0605 GMT: The Campaign Against Jannati. It is not just opposition clerics and politicians who are pressing Ayatollah Jannati, the head of the Guardian Council, after his recent claim of $1 billion given to the Green "leaders" and another $50 billion promised by the US and Saudi Arabia for regime change. Conservative member of Parliament Nayyereh Akhavan has also declared that Jannati should show the documents proving his allegation.

0545 GMT: Mousavi and the Hunger Strike. Mir Hossein Mousavi has praised the resistance of 17 political prisoners on hunger strike in Evin Prison, while asking them to end it:
All seekers of freedom and righteousness have heard your message and have witnessed your resistance for your humanitarian and legitimate demands.

Now that that your message and your families’ struggle has spread across the globe and within the country, the nation is concerned about your health as Green assets for the country.
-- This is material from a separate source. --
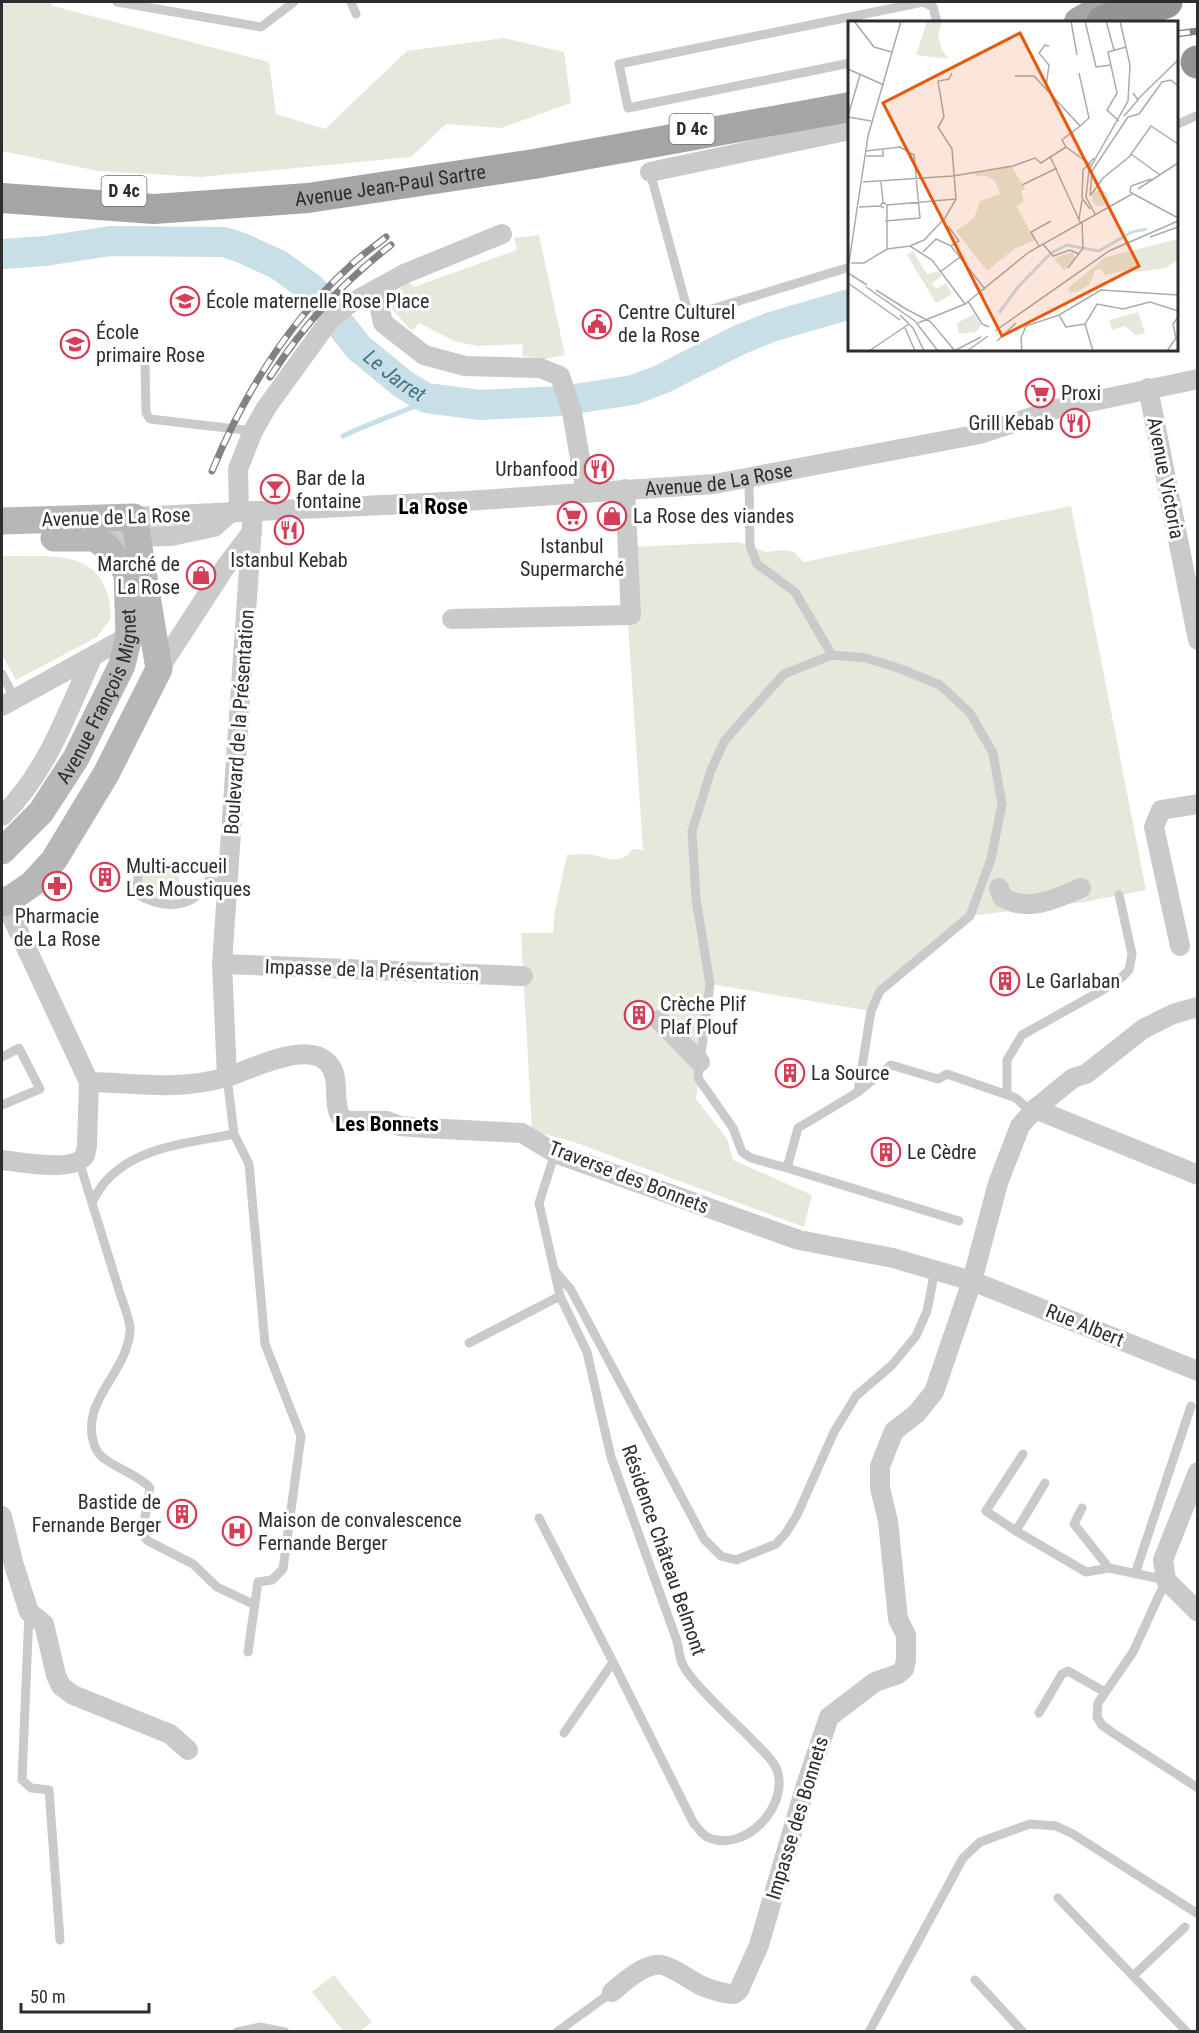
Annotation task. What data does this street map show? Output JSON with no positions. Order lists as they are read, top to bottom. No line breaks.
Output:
{"streets":{"main road":["D 4c","Avenue Jean-Paul Sartre"],"street":["Avenue de La Rose","Avenue Victoria","Avenue François Mignet","Boulevard de la Présentation","Impasse de la Présentation","Traverse des Bonnets","Rue Albert","Impasse des Bonnets"],"lane":["Résidence Château Belmont"]},"crossings":[["Avenue de La Rose","Avenue Victoria"],["Avenue de La Rose","Avenue François Mignet"],["Avenue de La Rose","Boulevard de la Présentation"],["Avenue François Mignet","Boulevard de la Présentation"],["Boulevard de la Présentation","Impasse de la Présentation"],["Boulevard de la Présentation","Traverse des Bonnets"],["Traverse des Bonnets","Rue Albert"],["Traverse des Bonnets","Résidence Château Belmont"],["Traverse des Bonnets","Impasse des Bonnets"],["Rue Albert","Impasse des Bonnets"]],"districts":["La Rose","Les Bonnets"],"water":["Le Jarret"],"places":{"school or university":["École maternelle Rose Place","École primaire Rose"],"public building":["Centre Culturel de la Rose"],"supermarket":["Proxi","Istanbul Supermarché"],"restaurant":["Grill Kebab","Urbanfood","Istanbul Kebab"],"bar":["Bar de la fontaine"],"shop":["La Rose des viandes","Marché de La Rose"],"building":["Multi-accueil Les Moustiques","Le Garlaban","Crèche Plif Plaf Plouf","La Source","Le Cèdre","Bastide de Fernande Berger"],"pharmacy":["Pharmacie de La Rose"],"hospital":["Maison de convalescence Fernande Berger"]},"scale_bar":"50 m"}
We urge you to end your hunger strike and call on prison officials to respect the rights of all prisoners based on the flawed rule and regulations that exist and not to allow for the country’s reputation to be further tarnished in the eyes of the world’s nations.

The 17 strikers include Bahman Ahmadi Amooei (journalist), Hossein Nourinejad (journalist and member of Islamic Iran Participation Front), Abdollah Momeni (student activist and spokesperson for the Office for Fostering Unity), Ali Parviz (student activist), Hamidreza Mohammadi (political activist), Jafar Aghdami (civil activist), Babak Bordbar (photojournalist), Ebrahim (Nader) Babaei (civil activist and wounded veteran of the Iran-Iraq war), Kouhyar Goudarzi (human rights activist and weblog writer), Keyvan Samimi (journalist), and Mohammad Hossein Sohrabi Rad.
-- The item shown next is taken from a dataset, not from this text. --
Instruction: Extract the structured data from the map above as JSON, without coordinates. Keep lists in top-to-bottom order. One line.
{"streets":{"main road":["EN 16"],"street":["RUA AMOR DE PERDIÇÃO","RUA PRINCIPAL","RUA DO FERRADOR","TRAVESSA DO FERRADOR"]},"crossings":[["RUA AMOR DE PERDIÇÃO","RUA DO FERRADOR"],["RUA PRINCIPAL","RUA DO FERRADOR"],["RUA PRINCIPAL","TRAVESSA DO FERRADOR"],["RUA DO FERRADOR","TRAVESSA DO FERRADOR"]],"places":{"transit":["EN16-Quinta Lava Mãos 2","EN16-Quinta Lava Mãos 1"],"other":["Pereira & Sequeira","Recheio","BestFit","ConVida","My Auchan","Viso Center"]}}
0535 GMT: International Front. Presidents Hamid Karzai of Afghanistan and Emomali Rahman of Tajikistan were in Tehran on Thursday at the opening of the “Fourth Meeting of Persian-Speaking Countries”, and meet with high-ranking Iranian officials, including the Supreme Leader and President Mahmoud Ahmadinejad.

There were few substantive details in Fars News, which said Karzai and Rahman supported peaceful nuclear energy and agreements were signed to combat terrorism and fight drug trafficking. However, Karzai's visit comes as the US is escalating its effort in Afghanistan and may be looking for Iranian co-operation.

0525 GMT: Political Prisoner Watch. Green Voice of Freedom claims that authorities are putting pressure on political prisoners by "exiling" them to prisons distant from their hometowns, thus hindering the ability of families to visit them.

Student activist Atafeh Nabavi, who was detained in the mass protest of 15 June 2009 and is serving a four-year sentence, has written an open letter to the 17 hunger strikers in Evin Prison:
I know that when you began your action, you knew that any protest in this country will have disproportionate costs. I honor your stance and your weakened existence, and I wish that you get what you deserve in this unfair battle.

0515 GMT: After a break last night, we start by noting yesterday's attack, possibly by Basij militia members, on opposition figure Mehdi Karroubi.

Karroubi was attending a funeral at Nour Mosque in Tehran when it was surrounded by individuals, allegedly armed, who threw eggs at the cleric when he left. His bodyguards tried to scatter the assailants by shooting into the air.

The news was first reported by Fars but was later confirmed by Karroubi's Taghi.

Mehdi Karroubi has been attacked by pro-government groups several times since the 2009 election, most recently in June when he was visiting Grand Ayatollah Sane'i, another critic of the Government. He was uninjured in yesterday's incident.